The granddaughter of the photographer who filmed US President John F. Kennedy's assassination in Dallas has filed suit for the film's return. The 8mm film has apparently been lost by the US government.
A Texas woman said Monday that she was suing a US government agency to force the return of a film shot by her grandfather that captured the Dallas assassination from a key vantage point.
Gayle Nix Jackson filed the lawsuit in federal court on Saturday, a day before the 52nd anniversary of the November 22, 1963 JFK assassination. Jackson is seeking the original film or $10 million (9.4 million euros) in compensation.
Her now deceased grandfather, Orville Nix, had sold his film to the UPI news agency for $5,000 in 1963 with an understanding it would be returned after 25 years.
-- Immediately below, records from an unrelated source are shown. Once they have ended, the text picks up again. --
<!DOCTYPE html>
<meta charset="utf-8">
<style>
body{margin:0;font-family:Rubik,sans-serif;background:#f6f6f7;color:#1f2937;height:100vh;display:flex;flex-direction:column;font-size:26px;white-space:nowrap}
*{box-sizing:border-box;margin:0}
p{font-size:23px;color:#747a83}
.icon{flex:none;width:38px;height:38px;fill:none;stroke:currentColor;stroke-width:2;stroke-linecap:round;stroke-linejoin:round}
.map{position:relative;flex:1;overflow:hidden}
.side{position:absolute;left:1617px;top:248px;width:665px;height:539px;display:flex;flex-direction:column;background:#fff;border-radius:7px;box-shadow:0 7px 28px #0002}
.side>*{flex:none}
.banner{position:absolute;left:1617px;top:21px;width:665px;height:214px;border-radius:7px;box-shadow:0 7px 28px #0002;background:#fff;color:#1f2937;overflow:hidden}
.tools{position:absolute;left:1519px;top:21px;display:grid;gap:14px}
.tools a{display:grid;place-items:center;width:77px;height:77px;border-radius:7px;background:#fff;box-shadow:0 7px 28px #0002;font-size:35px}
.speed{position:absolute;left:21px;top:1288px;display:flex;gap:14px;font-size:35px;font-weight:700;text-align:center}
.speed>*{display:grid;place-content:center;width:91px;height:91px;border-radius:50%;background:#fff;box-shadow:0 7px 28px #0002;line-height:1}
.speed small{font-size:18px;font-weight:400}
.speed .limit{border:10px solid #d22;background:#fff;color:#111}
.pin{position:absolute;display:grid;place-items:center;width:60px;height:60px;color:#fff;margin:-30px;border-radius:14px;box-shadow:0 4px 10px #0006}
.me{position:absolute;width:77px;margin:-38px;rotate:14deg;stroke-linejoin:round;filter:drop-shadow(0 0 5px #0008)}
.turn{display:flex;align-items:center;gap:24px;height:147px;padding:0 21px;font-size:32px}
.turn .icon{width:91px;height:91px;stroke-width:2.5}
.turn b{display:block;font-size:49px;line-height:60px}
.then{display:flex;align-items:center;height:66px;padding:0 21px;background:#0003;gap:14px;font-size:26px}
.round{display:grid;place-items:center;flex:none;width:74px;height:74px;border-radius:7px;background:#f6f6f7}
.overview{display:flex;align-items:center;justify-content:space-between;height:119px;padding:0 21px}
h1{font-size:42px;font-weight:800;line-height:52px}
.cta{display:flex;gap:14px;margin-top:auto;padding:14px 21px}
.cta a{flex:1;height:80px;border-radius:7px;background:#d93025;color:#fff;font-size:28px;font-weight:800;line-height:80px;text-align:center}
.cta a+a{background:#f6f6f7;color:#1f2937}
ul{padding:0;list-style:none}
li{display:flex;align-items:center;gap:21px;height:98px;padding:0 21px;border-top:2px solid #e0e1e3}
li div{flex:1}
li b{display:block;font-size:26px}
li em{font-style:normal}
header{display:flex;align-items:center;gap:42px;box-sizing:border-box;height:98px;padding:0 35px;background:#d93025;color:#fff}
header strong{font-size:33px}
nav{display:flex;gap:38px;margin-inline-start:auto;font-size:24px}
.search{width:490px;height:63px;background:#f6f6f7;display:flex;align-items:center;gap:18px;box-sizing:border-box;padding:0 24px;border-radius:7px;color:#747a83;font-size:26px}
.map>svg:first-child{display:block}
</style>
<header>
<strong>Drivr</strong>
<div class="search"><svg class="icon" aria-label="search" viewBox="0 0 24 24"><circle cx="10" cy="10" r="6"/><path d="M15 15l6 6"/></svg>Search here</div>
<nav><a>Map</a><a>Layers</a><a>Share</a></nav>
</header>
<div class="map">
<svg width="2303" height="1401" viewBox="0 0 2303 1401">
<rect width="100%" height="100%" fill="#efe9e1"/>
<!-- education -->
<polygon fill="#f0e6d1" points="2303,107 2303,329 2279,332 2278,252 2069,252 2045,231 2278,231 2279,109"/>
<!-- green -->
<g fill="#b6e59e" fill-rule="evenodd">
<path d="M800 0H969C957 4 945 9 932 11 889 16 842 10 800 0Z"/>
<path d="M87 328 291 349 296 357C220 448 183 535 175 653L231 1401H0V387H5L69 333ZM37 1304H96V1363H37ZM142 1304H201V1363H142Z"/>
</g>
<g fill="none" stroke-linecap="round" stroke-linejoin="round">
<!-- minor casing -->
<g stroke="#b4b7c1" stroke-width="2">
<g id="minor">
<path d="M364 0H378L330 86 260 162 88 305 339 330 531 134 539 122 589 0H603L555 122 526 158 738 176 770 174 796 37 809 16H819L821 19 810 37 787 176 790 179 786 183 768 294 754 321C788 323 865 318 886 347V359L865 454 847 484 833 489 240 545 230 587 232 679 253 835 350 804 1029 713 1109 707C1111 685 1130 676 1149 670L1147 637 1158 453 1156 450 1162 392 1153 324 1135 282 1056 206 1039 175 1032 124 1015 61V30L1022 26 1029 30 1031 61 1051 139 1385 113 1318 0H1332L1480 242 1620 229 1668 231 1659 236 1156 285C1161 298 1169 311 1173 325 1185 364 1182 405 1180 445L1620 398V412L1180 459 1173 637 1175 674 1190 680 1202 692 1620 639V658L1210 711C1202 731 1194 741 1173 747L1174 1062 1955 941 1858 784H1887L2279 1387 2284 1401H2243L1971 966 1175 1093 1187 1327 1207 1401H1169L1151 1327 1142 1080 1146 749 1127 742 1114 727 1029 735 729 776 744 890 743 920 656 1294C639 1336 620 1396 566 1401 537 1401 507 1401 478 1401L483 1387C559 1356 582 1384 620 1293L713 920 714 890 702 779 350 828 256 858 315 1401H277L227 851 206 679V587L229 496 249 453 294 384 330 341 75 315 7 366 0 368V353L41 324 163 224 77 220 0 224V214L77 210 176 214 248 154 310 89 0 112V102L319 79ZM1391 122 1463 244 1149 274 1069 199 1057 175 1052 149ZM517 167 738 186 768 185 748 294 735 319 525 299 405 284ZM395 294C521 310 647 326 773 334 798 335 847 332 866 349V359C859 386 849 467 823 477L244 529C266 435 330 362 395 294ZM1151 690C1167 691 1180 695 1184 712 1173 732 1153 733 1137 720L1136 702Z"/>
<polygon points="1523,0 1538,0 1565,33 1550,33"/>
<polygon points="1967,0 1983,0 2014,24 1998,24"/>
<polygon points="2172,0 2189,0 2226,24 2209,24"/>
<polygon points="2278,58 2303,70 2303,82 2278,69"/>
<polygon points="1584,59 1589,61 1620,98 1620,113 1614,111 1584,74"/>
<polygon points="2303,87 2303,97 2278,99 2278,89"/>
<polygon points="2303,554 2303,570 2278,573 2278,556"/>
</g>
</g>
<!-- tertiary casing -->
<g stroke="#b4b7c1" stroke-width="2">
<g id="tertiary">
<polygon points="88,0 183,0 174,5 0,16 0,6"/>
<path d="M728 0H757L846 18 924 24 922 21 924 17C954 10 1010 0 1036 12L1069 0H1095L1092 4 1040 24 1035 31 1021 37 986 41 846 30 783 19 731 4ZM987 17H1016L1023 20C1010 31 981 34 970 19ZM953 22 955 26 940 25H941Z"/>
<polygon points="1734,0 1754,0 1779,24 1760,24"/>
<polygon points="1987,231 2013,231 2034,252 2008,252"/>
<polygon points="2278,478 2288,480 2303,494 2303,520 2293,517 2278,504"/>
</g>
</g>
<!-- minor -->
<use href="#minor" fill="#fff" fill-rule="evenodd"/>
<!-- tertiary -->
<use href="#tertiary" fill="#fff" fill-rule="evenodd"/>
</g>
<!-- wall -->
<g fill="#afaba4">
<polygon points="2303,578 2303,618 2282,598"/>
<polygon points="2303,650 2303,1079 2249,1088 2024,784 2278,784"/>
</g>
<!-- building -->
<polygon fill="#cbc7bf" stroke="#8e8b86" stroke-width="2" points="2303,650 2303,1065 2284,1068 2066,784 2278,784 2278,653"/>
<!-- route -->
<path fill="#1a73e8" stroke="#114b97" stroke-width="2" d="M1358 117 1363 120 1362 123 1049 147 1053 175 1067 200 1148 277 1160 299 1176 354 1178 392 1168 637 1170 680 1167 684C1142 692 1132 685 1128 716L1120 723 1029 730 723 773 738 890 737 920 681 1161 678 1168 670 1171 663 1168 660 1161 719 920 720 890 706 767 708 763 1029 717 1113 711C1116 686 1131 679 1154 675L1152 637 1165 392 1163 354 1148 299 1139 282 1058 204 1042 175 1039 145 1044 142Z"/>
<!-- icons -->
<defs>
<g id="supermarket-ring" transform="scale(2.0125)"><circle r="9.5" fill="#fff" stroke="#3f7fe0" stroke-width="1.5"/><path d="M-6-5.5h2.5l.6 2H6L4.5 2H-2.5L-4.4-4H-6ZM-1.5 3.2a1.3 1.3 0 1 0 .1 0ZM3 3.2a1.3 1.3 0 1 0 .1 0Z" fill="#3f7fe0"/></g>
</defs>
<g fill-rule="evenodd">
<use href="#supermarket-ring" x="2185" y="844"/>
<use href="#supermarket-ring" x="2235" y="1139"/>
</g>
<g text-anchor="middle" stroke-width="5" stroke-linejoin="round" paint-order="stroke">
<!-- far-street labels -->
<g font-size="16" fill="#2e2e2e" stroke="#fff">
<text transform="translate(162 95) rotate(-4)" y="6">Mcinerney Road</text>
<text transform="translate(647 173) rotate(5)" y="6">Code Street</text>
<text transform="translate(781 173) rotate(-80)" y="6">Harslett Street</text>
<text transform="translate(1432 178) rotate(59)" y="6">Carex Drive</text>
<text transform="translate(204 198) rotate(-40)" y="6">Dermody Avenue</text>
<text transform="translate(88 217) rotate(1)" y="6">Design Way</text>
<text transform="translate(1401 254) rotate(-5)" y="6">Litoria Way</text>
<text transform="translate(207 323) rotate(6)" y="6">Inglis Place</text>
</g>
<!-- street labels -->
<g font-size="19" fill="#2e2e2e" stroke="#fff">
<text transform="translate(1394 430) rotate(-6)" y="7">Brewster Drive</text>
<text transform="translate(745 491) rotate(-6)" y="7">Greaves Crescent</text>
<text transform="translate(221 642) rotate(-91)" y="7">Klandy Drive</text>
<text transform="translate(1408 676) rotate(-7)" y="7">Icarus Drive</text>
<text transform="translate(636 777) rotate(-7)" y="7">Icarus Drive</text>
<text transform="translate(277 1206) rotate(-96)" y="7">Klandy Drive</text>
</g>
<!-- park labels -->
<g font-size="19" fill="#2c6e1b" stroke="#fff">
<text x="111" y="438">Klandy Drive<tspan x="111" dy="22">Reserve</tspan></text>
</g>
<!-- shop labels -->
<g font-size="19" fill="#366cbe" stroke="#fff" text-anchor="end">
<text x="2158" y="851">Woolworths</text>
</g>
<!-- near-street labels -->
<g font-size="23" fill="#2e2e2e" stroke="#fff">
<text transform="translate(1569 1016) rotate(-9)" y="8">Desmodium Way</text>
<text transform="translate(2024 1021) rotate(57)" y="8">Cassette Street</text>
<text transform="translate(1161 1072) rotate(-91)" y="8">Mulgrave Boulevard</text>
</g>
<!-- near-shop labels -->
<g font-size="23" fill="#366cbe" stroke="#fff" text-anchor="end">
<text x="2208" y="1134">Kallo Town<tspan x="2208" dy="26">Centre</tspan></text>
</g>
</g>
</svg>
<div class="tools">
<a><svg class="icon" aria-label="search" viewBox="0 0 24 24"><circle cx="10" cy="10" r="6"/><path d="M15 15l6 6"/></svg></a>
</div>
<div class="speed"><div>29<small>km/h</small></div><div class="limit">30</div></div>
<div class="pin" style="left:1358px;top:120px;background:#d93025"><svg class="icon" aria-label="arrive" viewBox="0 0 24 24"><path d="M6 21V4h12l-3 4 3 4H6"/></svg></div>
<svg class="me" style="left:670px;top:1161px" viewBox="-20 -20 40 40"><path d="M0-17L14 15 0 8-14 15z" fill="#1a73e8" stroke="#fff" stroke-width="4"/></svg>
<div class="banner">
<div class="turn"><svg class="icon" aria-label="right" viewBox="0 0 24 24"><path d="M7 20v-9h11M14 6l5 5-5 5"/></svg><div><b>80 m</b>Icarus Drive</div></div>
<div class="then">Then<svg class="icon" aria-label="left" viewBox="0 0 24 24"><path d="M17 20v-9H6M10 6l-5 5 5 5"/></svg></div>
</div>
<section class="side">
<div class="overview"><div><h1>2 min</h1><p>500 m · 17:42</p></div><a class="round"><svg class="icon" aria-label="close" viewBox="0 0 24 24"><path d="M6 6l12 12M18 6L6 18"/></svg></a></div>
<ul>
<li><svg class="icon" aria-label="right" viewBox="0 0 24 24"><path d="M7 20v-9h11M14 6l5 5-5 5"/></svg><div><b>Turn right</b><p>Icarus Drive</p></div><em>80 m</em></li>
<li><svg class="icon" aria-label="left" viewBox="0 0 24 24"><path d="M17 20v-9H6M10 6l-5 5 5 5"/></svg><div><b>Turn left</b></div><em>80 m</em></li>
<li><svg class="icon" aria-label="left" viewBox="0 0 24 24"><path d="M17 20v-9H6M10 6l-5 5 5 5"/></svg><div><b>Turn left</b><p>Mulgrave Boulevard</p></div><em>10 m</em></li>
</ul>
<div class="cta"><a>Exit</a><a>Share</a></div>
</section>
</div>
But it was turned over to the Warren Commission and other official probes of the Kennedy assassination, the lawsuit said.
Jackson said the film was shot from Dealey Plaza opposite from the infamous grassy knoll where some witnesses testified they heard at least one shot fired.
She has publicly stated that it could determine whether there was a second gunman involved in the assassination, as some people continue to believe.
Coveted by amateur JFK theorists
The film was last known to be in possession of the government for the House Select Committee on Assassinations in 1978. But the whereabouts of the original film has been unknown ever since, the lawsuit alleges.
"I can understand little clerical issues," Jackson said. "I don't understand the loss of evidence like this."
Nix had filmed the presidential motorcade as it entered the plaza, but he didn't know he had captured the shooting until the photo lab that processed his film told him later.
The film sequence includes first lady Jackie Kennedy climbing onto the trunk of the limousine, and Secret Service agent Clint Hill jumping onto the vehicle, according to the lawsuit.